The implemented face recognition algorithm has some known limitations. In this section
we will list them:
1) Face angle: The software does not work when heads are tilted laterally
or vertically. This is because all the template faces are directly looking to the
camera, so the correlations when the heads are tilted are relatively low. In most
natural photos, there is at least one face directly looking to the camera
which would have high correlations, therefore, when the relative threshold is applied
the low correlations in the tilted heads will fall below it. The next photos show
two examples of this problem.
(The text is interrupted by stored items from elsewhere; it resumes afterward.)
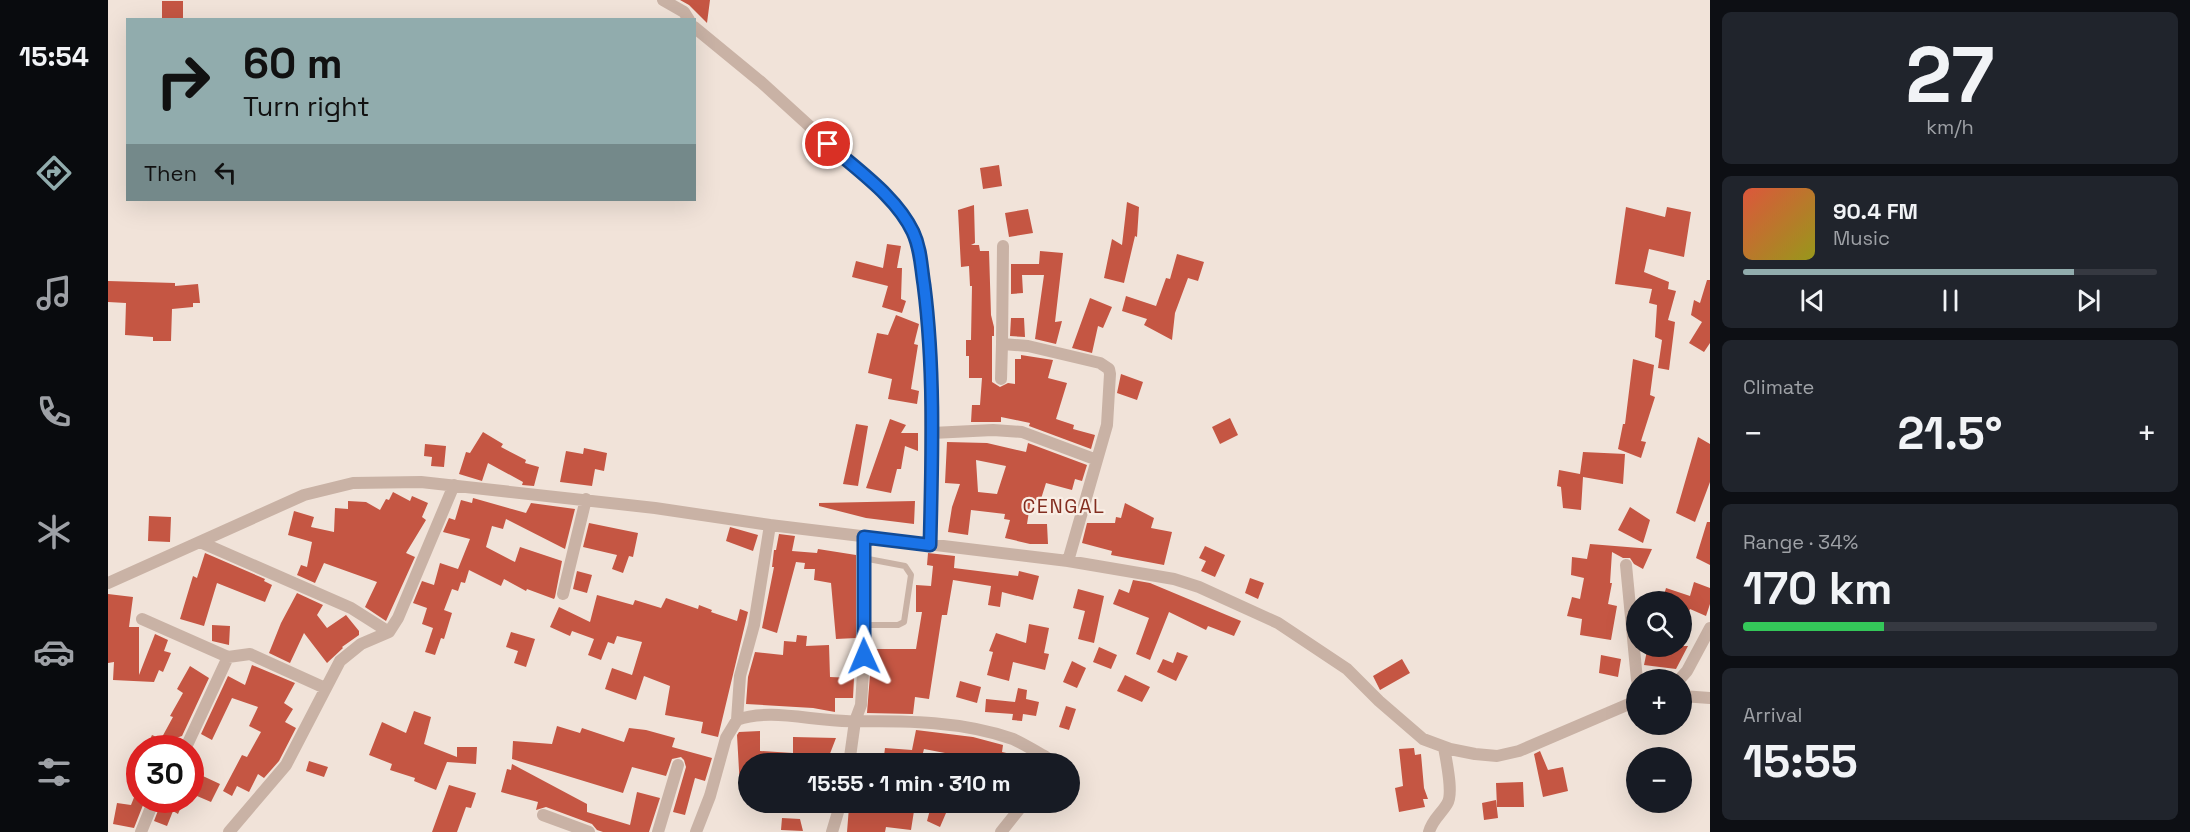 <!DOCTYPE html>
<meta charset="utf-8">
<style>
:root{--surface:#171b24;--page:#20242c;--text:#f1f3f6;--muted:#9ea1a6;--line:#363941;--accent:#91acad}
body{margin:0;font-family:"Space Grotesk",sans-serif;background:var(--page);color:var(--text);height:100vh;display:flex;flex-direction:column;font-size:22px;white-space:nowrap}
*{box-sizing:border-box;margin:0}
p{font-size:20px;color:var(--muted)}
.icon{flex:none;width:33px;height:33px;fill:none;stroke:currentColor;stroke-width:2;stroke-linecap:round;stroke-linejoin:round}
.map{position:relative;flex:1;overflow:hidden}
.drawer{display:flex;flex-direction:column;gap:12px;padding:12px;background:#0d0f14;width:480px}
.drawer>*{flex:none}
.guide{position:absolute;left:18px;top:18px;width:570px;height:183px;border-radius:0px;box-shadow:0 6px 24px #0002;background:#91acad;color:#111;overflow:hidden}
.tools{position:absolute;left:1518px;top:591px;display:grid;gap:12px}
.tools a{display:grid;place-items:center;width:66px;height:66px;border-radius:50%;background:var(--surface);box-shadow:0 6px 24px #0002;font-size:30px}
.speed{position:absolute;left:18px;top:735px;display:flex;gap:12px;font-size:30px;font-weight:700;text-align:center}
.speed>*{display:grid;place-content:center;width:78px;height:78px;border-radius:50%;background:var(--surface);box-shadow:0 6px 24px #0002;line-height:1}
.speed .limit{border:9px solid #d22;background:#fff;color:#111}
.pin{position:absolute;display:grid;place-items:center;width:51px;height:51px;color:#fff;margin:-26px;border:3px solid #fff;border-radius:50%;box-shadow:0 2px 6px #0007}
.me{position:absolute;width:66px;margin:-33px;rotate:359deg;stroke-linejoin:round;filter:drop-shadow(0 0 4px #0008)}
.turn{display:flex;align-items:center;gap:21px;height:126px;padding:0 18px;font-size:27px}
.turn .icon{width:78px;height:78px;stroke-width:2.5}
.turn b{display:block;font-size:42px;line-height:51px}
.then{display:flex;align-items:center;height:57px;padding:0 18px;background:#0003;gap:12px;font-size:22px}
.big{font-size:45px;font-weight:600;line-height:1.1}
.drawer .tile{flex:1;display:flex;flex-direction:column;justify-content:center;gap:9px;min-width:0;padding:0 21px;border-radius:9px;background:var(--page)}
.drawer .dial{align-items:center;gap:0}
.dial b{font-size:78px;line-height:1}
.song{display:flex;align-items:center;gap:18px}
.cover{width:72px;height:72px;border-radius:9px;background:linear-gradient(135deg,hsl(10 70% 55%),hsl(60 70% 35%))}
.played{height:6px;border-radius:3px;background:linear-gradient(90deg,var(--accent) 80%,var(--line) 80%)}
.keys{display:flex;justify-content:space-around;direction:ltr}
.heat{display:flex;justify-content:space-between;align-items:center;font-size:33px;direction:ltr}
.charge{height:9px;border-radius:4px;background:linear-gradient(90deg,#34c759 34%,var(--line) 0)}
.trip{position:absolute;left:630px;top:753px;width:342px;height:60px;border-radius:30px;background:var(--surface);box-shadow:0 6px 24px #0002;font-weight:600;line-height:60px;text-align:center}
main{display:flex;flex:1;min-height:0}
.dock{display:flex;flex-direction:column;width:108px;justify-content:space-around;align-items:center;background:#090b0e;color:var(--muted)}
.dock .icon{width:42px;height:42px}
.dock .selected{color:var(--accent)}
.dock b{font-size:27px;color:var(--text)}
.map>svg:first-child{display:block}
</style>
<main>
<nav class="dock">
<b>15:54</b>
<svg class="icon selected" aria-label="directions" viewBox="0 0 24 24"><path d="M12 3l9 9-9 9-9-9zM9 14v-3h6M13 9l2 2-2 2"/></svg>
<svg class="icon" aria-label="music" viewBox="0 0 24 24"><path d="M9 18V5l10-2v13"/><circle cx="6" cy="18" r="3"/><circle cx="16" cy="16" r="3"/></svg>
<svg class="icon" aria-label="phone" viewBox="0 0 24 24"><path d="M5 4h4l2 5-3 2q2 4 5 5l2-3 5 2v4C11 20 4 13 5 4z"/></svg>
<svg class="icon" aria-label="climate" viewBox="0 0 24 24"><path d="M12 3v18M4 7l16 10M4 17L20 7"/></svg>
<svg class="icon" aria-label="car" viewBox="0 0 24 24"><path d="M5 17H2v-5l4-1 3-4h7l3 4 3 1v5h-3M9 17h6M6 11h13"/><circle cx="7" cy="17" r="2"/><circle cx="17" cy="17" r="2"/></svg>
<svg class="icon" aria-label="filters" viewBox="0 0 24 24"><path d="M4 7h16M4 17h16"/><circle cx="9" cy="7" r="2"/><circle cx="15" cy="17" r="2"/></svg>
</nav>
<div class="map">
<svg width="1602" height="832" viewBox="0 0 1602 832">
<rect width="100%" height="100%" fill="#f1e3d9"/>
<!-- building -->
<path fill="#c55643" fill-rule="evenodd" d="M572,0h30l-3,23 -18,-18z
M54,1h21v18l-21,-1z
M891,165l3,21 -19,3 -3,-21z
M1019,202l12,5 -2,30 -2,-1 -11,47 -20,-5 8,-39 10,6z
M866,205l1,38 -4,2h8l1,6h9l2,64 3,12v9h-2v46l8,5 8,-4 7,1v-25h6v-4l32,5 -5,18 19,5 -11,36 18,6 -1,4 22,6 -4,14 -62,-23 1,-3 -29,-6v5h-30l1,-17h8l2,-27h-13v-22h-3v-16h5l1,-54h-2l-1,-20 -8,1 -3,-57z
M1518,207l39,10 2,-10 24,5 -7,45 -35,-8 -5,23 25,10 -1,7 8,2 -8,29 7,2 -6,48 -11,-2 4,-28 -7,-3 2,-32 -8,-2 3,-14 -37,-5z
M920,209l5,24 -24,4 -4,-24z
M779,244l14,2 -4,22h5l-1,31 5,2 -4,12 -20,-6 6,-21 -36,-9 4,-16 27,7z
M932,251l23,2 -8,69 7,-1 -6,23 -21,-5 9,-64h-22l1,18 -12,1v-30h28z
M1069,254l27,8 -6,19 -10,-3 -13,35 -3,27 -28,-15 3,-6 -25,-8 4,-15 30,10 10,-28 4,1z
M1599,280h3v63l-6,9 -15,-9 13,-21 -11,-7 3,-15 6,3z
M0,281l67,2v3l23,-2 2,19h-7v4l-21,2 -1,32h-18v-4l-28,-2 1,-32 -18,-1z
M982,298l22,9 -9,21 -5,-2 -6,27 -20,-5z
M788,315l23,9 -5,20 4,1 -7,44 8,2 -2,13 -29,-5 4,-20 -24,-6 9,-40 11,2z
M903,318h13l1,19 -15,-1z
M1525,359l21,6 -4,30 5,2 -14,44 5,1 -5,16 -23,-9 5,-25h2z
M1013,374l22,8 -6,18 -20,-7z
M1122,418l8,17 -18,9 -8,-17z
M782,419l16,6 -5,8h17v18l-13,-5 -4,23h-4l-6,24 -25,-5z
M748,424l12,2 -10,60 -15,-2z
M375,432l20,12 -2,3 25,13 -1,3 14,4 -5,19 -12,-1 1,-3 -35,-19 -6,18 -23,-7 7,-22 4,1z
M1590,437l12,7v38l-15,40 -19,-9z
M839,442l40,1 39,9 2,-9 59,22 -5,16 -7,-2 -3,11 -26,-7 -6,19 -9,-3 -4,25h20l1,20h-18l-25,-6 5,-18 -6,-1 1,-5 -34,-4 -3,25 -20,-3 4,-25 8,-23 -15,-1zM868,460l30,6 -9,28 -19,-2z
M317,444l21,2 -2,21 -13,-1 1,-9 -8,-1z
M476,448l23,5 -3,18 -9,-2 -3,17 -32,-4 6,-31 17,3z
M1475,452l42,2 -2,30 -40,-7 -2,33 -18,-2 -2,-21 -4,-1 2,-16 21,4z
M285,492l17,9 2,-5 16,7 -6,14 4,3 -20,33 9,4 -29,64 -21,-14 12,-25 -53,-19 -9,20 -18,-8 4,-10 6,2 5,-25 -24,-7 6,-24 20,6 -3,10 23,5 1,-24 13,1v-8l18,1 14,8 6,-11 3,1z
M365,498l53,15 5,-10 44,6 -10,40 -59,-30 -3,10 -11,-3 -6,21 29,15 5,-15 42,14 -7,36 -1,2 -27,-10 -1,2 -22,-12 -3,7 -32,-16 -4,13 -4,-1 -3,9 -6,-2 -8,21 8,3 -8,26 -3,-1 -6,17 -10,-3 8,-24 -11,-4 5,-16 -14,-5 9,-22 12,4 6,-22 18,6 12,-30 -27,-7 6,-14 6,2 6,-20 11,3z
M807,501l-1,23 -48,-6 -47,-12v-3z
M1017,503l29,15 -3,10 21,4 -8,33 -53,-10 1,-4 -30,-8 5,-20h28l1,-6 5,1z
M1522,507l20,13 -7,23 -25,-13z
M41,516l22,1 -1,25 -22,-1z
M1599,522h3v43l-14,-7z
M481,523l49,10 -5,24 -4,-1 -6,17 -11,-4 5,-14 -34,-8z
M622,527l28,8 -5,16 -27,-10z
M671,534l16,2 -3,15 25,2 1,-4 38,6v83l-20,1 -5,-56 -17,-3 1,-11h-11l1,-6 -9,-1 -19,71 -15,-5 12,-61h-2l2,-17h2z
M1482,544l62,5 -9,20 -9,-5 -4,-6h-7l-11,-6 -2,31h2l-4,21 9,2 -6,34 -31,-5 2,-16 -15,-3 5,-19 8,2 4,-21 -13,-3 1,-18 15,2z
M1097,546l20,9 -10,22 -14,-6 5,-10 -7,-3z
M97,553l60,26 -1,2 8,4 -7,17 -48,-19 -13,43 -24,-7 13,-43 4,2z
M820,553l27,3 -1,12 64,8 1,-5 20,5 -6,24 -31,-8 -2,15 -12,-2 3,-19 -38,-6 -6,35h-5l-13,84 -14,-2 -2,17 -46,-1 5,-64h44l6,-37h-6v-27l15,1 2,-20 -6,-1z
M469,571l15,4 -5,18 -14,-4z
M1142,578l14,5 -6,16 -13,-6z
M1025,580l17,3 91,38 -7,15 -26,-10 -2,4 -37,-18 -19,48 -14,-6 13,-36 -36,-14 6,-15 10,4z
M1586,582l16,6v16l-4,12 -16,-7 -8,18v-25h-20l4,-14 24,8z
M970,589l26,7 -10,47 -16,-4 7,-28 -12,-3z
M189,593l26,12 -6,10 10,13 19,-13 13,16v4l-17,12 1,1 -16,15 -23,-30 -14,30 -21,-10 12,-30z
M0,594l25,3 -4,30h10v48l16,-41 13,6 -4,11 7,2 -8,19 -4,-2 -5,12 -41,-2 1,-18 -6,1z
M489,595l36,10 2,-5 26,8 5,-10 32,11 1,-4 13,5 -1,2 26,9 3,-12 8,3 -30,125 -17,-4 2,-11 -38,-7 5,-29 -26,-10 -8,24 -31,-11 7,-21 20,7 10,-33 -25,-6 -3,8 -6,-2 -7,18 -13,-5 6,-16 -22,-8 -2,5 -20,-9 9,-20 31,15z
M921,624l20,4 -5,25 5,1 -4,16 -32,-8 -4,19 -22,-6 6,-23 -4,-1 7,-18 30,10z
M104,625l18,1 -1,19 -17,-4z
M403,632l24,7 -9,28 -12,-4 4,-12 -12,-4z
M689,635l10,1 -1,10 23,-1 1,32 24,1 -1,20h-18v14l-22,-4 -67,-4 2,-27 7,-25 28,3 1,-14 12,1z
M1540,646h40l-12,23 -32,-4z
M991,647l18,8 -6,14 -18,-7z
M1069,652l11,4 -12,25 -19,-9 6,-13 10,4z
M1493,655l20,4 -3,18 -19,-4z
M1294,659l8,14 -30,17 -7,-14z
M964,661l14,7 -9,20 -14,-6z
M144,665l43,18 -11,20 9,6 -8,13 11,6 -17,33 -15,17 -6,-4 -9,18 -12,-6 -5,10 -9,-5 19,-36 5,2 14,-25 -12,-6 9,-19 -26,-9 -20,42 -11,-6 27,-58 17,9z
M82,666l19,12 -27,58 -9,3 -6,9h-21l6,-13 9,4 12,-22 -3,-1 13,-23 -6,-4z
M1017,675l25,12 -8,15 -25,-11z
M852,681l21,6 -4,16 -21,-6z
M910,688l9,2 -1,9 13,3 -3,14 -13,-2 -1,7 -10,-1 1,-6 -28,-2 1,-13 29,3z
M958,706l10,3 -7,21 -10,-3z
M306,711l17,6 -7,27 33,13v-10h20l-1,17 -29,-2 -11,28 -22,-9 1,-3 -25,-8 2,-6 -23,-9 13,-33 24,11z
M449,726l23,7 2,-5 42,14 5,-14 17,2 29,8 -3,9 40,11 -7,23 -10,-3 -10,37 -12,-3 13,-45 -2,-7 -3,-3 -9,2 -6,17 -34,-9 -9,26 -111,-34 1,-18 39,3z
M808,730l57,7 30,8 -1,7 9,2 -2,10h-67l3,-11 -21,-4 -4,15h-37l2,-16 27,2z
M652,731v20l33,2v-16l43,1 -10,26h-78v24h-8l-3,-53 2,-3z
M1306,748l1,7 6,-1 3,34 4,11h-5l2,8 -26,5 -4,-24 8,-2 -4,-37z
M1432,751l8,19 15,-3 5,24 -25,6 -9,-43z
M201,761l19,6 -4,10 -18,-6z
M404,764l75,40v8l43,13 7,-33 23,6 -11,34h-46l-6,-2 -5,-6 -46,-17 -10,3 2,-8 -37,-10 6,-23 4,1z
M82,770l30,14 -9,18 -21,-9z
M1415,782l1,25h-27l-1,-24z
M31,785l1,15h5l-11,28 -21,-4 4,-21 14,2z
M341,785l27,8 -5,15 -5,-1 -9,25h-25z
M54,800h22l-6,14 -5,-3 -6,15 -13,-5z
M1388,800l2,18 -14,2 -2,-17z
M761,805l45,6 -3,19 -25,-3 -1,5h-38l2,-25z
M823,806l15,7 -6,14 -13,-6z
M674,818l18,1 3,12 -22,-1z"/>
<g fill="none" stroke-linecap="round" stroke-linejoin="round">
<!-- lane -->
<path stroke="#c9b2a5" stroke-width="6" d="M755,558l42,8 6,9 -7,47 -6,3h-35"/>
<!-- street -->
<path stroke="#c9b2a5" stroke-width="12" d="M555,0l21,12 5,8
M586,27l67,55 134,122 19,28 7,22 9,99v192
M895,246l-1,98 26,2 72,17 9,6 1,5 -3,51 -39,136
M893,379l1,-35
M824,433l61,-3 29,2 75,28
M92,542l151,66 38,24 9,-14 56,-133
M1518,565l11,115
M0,583l196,-88 49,-12 68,-1 234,26 115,17 298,36 106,18 25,8 79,36 69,46 32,32 44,38 27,10 25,5 22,2 22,-5 117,-50
M455,594l23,-95
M34,619l86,38 22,-3 75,34
M1571,680l8,-9 23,-43
M1574,696l28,2
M629,720l3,-44 14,-51 16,-100
M67,748l13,-5 40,-86
M741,764l6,-43c52,0 107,0 158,18 11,5 22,12 33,18l2,7
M435,815l46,17
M33,832l13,-32
M121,832l57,-67 54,-104 21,-17 28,-12
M550,832l20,-67
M588,832l14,-36 16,-58 11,-18c34,-13 81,3 118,1l6,-16 3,-49v-119
M724,832l9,-30
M893,832l24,-30
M1321,832c3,-12 12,-18 18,-28 7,-10 -1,-44 -3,-57"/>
</g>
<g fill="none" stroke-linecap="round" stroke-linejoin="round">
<defs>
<path id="route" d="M720,144c29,26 68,52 85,88 8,17 8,35 11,53 11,86 8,174 6,260l-66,-8v119"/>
</defs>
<!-- route casing -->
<use href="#route" stroke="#114b97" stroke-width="15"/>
<!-- route -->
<use href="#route" stroke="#1a73e8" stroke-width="10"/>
</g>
<g text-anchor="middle" stroke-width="4.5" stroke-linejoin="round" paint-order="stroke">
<!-- quarter labels -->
<g font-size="20" letter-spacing="1.5" fill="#832e20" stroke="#f9eee5">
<text x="956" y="513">CENGAL</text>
</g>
</g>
</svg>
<div class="tools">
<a><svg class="icon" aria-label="search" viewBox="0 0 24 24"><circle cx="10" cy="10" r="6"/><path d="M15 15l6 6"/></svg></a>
<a>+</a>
<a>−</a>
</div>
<div class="speed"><div class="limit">30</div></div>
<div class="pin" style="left:720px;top:144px;background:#d93025"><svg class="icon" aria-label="arrive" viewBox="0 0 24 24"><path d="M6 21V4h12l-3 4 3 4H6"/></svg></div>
<svg class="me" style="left:756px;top:656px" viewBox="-20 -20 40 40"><path d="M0-17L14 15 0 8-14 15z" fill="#1a73e8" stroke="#fff" stroke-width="4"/></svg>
<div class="trip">15:55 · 1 min · 310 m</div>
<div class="guide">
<div class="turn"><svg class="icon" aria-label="right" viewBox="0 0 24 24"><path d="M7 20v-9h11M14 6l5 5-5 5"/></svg><div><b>60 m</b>Turn right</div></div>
<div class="then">Then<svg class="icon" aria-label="left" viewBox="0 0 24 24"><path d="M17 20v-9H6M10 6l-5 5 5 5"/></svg></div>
</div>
</div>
<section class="drawer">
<div class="tile dial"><b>27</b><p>km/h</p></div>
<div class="tile">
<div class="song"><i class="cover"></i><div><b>90.4 FM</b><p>Music</p></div></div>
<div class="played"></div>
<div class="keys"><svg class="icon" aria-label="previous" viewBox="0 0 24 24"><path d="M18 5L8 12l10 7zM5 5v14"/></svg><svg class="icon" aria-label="pause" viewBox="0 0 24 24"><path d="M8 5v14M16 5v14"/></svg><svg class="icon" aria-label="next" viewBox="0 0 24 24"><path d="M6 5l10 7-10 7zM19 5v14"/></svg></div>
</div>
<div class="tile"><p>Climate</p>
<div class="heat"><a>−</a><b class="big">21.5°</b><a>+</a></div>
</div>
<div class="tile"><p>Range · 34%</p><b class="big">170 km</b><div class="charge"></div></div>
<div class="tile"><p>Arrival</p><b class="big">15:55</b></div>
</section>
</main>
The first photo shows the detected faces, and the second
one the result image from which they have been detected.
2) Face occlusion: The algorithm performs poorly if a face is partially
hidden by another object. This happens because the correlation in the hidden part
will be lower, as it does not correspond to a face, providing a total lower correlation value.
The following photo is an example of this problem (and also from the number (1)).
3) False positives: Although the software has a relatively low false
positive probability, they still appear in some photos. Typically they show up in hands
as they have the skin color and, if the face side is small, they produce significant
correlations too. The next two photos are examples of false positives. In the
second photo, there is a combination of problems, as the maximum correlation is low
and therefore the relative threshold is low, producing false positives.
4) Daylight photos: The performance of the software is degraded for
some daylight photos. This is due to the combination of two factors. First, the variety
of possible shades in under daylight conditions is a challenge for this kind of algorithms
because most of the templates are photos taken with flash and they do not show all
possible shades. Second, the skin color can change with the light, and, as most of the
templates are taken under flash light, colors may be different. The following photo
is an example in which the algorithm had problem recognizing the skin color.
5) Low light photos:Those photos taken under low light conditions
pose a severe challenge for face recognition. These photos are very noisy, so the colors
are degraded. This degradation has two effects: first, the skin color is not correctly
recognized, so the automatic color recognition may attenuate the correlations instead of
enhancing them. Second, the 'a' and 'b' matrixes are very noisy and
many features are lost, leading to low correlation values. The next photo is a good
example of this kind of problem. In this photo the algorithm fails to detect the
presence of faces, so the boxes are in red. The second image shows which points are
detected as skin color, as previously explained, many points in the face are not correctly
recognized. The final image is the result from which faces have to be detected. However
note that in this case, even the white point is below the absolute face threshold.
6) Automatic size recognition failure: The algorithm is supposed
to be able to find out what are the sizes of the faces in the photo. However, the
algorithm assumes that all the faces have the same sizes, which is the usual case in
most natural photos, but it is not in some of them (like people seating along
a table). Moreover, the algorithm only tries 11 different sizes, so if a face is
in the between two of those sizes the software may fail to recognize the correct
size. In these cases, the software tends to use the smallest size, as it has fast
variations that are usually present in the photos and induce higher correlation values.
In these cases the result image is usually below the absolute face recognition threshold.
The next photo is an example of what happens when the algorithm does not recognize
the correct size. In this case, the photo did not go over the absolute face
threshold so even the white points in the result image are quite low.